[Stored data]
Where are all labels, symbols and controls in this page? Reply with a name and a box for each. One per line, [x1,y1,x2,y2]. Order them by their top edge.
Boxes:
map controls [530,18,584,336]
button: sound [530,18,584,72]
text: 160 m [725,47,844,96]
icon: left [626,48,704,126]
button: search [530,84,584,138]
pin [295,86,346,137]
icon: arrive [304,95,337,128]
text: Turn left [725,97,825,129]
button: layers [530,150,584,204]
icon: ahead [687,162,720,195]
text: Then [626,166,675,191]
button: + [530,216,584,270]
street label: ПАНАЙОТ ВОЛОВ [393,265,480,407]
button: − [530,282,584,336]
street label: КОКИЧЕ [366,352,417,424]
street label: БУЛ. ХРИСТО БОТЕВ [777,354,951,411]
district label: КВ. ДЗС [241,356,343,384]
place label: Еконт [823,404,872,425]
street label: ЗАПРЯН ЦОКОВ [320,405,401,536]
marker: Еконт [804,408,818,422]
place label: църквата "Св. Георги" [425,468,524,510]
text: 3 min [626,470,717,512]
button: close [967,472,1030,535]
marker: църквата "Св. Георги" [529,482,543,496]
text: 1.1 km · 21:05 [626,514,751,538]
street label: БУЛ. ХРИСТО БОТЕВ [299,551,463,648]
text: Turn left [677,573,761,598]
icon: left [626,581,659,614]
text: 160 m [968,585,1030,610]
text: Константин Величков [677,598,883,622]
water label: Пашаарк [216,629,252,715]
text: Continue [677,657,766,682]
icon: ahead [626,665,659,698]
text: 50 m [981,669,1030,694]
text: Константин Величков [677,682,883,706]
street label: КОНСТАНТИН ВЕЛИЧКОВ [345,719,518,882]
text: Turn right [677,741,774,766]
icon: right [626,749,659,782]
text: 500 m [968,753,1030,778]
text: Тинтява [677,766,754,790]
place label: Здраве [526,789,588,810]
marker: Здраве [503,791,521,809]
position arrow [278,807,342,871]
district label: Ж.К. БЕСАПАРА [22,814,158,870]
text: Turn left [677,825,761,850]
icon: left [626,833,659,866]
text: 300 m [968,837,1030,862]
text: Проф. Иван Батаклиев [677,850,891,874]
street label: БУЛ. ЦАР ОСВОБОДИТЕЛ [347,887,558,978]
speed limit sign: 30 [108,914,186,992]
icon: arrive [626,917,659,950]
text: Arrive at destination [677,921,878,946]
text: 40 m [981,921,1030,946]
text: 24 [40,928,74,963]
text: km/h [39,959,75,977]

### To do
Scan the records above for the word "Георги". Show each line in which it appears.

### Exercise response
place label: църквата "Св. Георги" [425,468,524,510]
marker: църквата "Св. Георги" [529,482,543,496]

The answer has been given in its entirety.